_YOUR INSTRUCTIONS_: Please copy, word for word, the line that contains "Build a gazetteer for this" and every line after it through the end of the records, and nothing more.

↓↓↓

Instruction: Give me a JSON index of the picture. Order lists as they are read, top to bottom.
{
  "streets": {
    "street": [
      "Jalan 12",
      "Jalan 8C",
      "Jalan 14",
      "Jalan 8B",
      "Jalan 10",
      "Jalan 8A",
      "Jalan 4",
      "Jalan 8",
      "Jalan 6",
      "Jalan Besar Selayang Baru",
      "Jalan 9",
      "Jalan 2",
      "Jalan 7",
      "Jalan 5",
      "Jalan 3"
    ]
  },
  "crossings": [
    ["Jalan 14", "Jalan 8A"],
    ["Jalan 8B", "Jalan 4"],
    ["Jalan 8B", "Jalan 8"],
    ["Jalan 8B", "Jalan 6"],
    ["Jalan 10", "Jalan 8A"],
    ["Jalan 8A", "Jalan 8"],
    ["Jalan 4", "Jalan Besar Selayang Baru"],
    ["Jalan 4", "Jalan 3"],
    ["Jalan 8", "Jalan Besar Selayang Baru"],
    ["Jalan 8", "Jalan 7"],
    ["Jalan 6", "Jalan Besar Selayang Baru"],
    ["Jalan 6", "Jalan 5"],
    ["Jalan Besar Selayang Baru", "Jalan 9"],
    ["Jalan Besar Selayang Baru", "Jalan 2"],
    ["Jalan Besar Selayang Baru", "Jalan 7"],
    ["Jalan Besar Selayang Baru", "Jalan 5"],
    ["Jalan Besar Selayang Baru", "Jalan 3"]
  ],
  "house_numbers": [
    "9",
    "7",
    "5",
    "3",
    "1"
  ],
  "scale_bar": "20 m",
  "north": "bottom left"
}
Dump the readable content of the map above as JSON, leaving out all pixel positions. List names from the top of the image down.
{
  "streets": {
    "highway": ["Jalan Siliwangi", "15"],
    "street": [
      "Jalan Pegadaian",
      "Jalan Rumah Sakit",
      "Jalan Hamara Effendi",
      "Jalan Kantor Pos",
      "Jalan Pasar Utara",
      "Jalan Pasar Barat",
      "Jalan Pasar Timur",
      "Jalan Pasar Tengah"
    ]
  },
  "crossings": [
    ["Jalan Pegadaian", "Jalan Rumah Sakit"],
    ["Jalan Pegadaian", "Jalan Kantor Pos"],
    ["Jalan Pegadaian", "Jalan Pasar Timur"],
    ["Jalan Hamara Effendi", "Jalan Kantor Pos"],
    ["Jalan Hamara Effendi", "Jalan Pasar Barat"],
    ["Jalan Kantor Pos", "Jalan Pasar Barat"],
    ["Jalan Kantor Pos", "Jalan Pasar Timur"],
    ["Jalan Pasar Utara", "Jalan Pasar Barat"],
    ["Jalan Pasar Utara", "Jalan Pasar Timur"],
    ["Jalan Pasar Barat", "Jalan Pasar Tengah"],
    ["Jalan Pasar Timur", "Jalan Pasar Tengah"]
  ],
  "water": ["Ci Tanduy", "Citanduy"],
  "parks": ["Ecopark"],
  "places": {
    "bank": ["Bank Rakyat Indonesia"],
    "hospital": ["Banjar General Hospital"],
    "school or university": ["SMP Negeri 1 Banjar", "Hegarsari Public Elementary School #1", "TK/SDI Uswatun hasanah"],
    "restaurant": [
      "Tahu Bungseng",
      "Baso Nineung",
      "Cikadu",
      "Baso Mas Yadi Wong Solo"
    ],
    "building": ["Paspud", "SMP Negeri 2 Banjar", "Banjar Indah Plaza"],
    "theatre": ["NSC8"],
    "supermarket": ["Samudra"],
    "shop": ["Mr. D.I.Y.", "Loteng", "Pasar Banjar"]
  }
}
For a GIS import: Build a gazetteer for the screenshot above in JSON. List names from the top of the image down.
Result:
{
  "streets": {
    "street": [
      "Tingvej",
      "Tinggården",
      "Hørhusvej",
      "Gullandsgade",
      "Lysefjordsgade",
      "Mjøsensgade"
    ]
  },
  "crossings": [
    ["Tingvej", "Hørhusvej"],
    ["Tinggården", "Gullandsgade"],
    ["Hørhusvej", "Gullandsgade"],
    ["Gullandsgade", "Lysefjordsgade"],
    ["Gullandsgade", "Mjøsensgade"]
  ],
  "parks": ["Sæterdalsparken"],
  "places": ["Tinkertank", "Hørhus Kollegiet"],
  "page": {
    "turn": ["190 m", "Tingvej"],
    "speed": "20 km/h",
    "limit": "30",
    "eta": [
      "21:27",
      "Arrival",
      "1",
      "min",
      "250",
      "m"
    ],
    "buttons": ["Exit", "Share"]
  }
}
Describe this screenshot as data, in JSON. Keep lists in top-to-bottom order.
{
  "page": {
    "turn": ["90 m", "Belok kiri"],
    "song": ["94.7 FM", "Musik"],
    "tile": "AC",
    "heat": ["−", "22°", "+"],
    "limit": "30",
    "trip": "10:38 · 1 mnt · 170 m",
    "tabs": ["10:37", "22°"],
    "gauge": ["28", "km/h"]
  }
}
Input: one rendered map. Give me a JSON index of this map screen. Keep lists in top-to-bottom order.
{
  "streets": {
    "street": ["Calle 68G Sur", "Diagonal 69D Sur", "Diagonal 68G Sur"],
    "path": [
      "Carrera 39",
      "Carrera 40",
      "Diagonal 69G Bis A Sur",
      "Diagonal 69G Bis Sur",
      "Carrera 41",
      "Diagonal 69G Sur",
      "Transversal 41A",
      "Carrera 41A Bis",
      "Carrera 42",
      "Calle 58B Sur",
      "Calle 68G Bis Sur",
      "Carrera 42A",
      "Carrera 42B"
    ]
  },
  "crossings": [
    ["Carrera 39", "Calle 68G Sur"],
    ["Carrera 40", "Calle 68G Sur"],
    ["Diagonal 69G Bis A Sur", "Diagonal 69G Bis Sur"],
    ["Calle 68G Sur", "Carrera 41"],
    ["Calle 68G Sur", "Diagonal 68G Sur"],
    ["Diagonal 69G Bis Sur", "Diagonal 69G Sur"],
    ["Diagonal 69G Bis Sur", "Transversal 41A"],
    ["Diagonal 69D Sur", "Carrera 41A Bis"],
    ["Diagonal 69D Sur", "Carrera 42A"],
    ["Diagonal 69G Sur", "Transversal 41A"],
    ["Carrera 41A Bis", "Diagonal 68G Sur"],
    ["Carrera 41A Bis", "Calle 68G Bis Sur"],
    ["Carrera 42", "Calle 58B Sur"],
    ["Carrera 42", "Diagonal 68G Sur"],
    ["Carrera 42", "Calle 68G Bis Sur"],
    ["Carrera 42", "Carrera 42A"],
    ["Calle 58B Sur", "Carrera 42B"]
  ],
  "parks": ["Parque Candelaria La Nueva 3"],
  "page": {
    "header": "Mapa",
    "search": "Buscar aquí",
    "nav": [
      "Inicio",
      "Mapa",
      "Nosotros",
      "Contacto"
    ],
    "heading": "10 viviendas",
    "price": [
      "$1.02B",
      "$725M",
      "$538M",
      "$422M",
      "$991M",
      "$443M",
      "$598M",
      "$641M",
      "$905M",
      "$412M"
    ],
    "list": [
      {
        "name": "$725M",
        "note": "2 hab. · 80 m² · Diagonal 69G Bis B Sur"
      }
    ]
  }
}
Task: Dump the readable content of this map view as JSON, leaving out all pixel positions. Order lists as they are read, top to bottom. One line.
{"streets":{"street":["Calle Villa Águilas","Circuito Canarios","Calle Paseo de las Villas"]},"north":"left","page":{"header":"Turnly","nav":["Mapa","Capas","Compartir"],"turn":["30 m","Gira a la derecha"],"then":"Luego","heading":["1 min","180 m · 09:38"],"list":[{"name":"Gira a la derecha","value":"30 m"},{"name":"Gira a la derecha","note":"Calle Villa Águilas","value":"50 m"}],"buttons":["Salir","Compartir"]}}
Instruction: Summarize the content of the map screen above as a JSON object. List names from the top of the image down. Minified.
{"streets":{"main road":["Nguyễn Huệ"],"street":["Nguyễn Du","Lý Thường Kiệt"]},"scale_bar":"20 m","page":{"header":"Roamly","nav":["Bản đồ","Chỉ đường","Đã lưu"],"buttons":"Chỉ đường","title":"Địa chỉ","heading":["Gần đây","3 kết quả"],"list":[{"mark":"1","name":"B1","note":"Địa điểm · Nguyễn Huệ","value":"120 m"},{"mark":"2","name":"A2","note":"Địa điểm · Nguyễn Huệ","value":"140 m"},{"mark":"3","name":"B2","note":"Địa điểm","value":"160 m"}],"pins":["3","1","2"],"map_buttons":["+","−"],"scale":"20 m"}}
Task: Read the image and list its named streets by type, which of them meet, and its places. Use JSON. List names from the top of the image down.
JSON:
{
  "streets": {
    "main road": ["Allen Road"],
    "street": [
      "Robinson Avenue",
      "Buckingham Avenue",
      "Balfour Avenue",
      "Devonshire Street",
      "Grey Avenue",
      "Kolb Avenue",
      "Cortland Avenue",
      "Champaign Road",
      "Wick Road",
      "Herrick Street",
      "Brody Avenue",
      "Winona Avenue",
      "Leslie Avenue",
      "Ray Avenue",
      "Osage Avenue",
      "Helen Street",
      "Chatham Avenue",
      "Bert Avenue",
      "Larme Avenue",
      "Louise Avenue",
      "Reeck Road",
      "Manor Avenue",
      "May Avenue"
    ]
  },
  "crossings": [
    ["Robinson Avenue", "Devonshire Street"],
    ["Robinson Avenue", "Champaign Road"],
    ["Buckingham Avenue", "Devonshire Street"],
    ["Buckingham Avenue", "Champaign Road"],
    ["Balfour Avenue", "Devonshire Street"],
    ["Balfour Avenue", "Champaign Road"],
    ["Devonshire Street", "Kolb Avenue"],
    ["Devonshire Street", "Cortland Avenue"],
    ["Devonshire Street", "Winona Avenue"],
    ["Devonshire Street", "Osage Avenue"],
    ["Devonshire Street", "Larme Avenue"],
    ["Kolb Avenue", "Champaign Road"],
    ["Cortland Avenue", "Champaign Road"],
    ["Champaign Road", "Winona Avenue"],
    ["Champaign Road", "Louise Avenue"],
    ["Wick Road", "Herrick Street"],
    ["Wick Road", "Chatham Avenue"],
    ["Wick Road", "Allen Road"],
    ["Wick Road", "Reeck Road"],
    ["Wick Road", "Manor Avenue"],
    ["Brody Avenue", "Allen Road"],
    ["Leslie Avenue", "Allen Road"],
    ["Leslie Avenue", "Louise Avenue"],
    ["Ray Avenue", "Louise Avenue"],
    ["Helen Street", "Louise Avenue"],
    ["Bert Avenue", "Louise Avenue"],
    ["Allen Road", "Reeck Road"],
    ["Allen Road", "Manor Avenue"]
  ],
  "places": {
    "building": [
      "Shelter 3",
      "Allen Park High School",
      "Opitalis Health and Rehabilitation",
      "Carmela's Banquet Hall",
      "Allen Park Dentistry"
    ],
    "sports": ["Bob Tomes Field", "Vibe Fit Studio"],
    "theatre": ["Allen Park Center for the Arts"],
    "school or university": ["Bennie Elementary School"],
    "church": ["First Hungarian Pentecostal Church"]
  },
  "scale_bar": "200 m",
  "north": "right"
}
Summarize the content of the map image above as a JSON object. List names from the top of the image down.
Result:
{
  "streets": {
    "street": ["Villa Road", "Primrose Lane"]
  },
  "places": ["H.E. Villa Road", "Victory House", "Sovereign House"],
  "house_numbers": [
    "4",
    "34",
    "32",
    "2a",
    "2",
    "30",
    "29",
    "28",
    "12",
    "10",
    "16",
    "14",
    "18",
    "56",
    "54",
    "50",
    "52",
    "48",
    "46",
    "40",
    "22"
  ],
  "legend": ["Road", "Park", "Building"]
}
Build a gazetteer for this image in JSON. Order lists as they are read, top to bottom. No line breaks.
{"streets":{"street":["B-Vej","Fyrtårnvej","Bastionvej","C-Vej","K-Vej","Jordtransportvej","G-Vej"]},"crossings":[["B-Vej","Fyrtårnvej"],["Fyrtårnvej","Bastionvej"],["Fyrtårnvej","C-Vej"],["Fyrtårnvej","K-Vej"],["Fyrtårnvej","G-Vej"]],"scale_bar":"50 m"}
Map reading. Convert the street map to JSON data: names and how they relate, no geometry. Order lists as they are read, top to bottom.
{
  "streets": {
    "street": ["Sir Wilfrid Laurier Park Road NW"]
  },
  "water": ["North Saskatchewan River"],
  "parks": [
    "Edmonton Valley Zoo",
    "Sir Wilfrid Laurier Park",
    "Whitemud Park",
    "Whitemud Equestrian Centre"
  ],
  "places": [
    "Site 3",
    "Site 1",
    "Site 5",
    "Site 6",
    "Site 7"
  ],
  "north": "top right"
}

↑↑↑

_SOLUTION FOR THIS PROBLEM_:
Build a gazetteer for this image in JSON. Order lists as they are read, top to bottom. No line breaks.
{"streets":{"street":["B-Vej","Fyrtårnvej","Bastionvej","C-Vej","K-Vej","Jordtransportvej","G-Vej"]},"crossings":[["B-Vej","Fyrtårnvej"],["Fyrtårnvej","Bastionvej"],["Fyrtårnvej","C-Vej"],["Fyrtårnvej","K-Vej"],["Fyrtårnvej","G-Vej"]],"scale_bar":"50 m"}
Map reading. Convert the street map to JSON data: names and how they relate, no geometry. Order lists as they are read, top to bottom.
{
  "streets": {
    "street": ["Sir Wilfrid Laurier Park Road NW"]
  },
  "water": ["North Saskatchewan River"],
  "parks": [
    "Edmonton Valley Zoo",
    "Sir Wilfrid Laurier Park",
    "Whitemud Park",
    "Whitemud Equestrian Centre"
  ],
  "places": [
    "Site 3",
    "Site 1",
    "Site 5",
    "Site 6",
    "Site 7"
  ],
  "north": "top right"
}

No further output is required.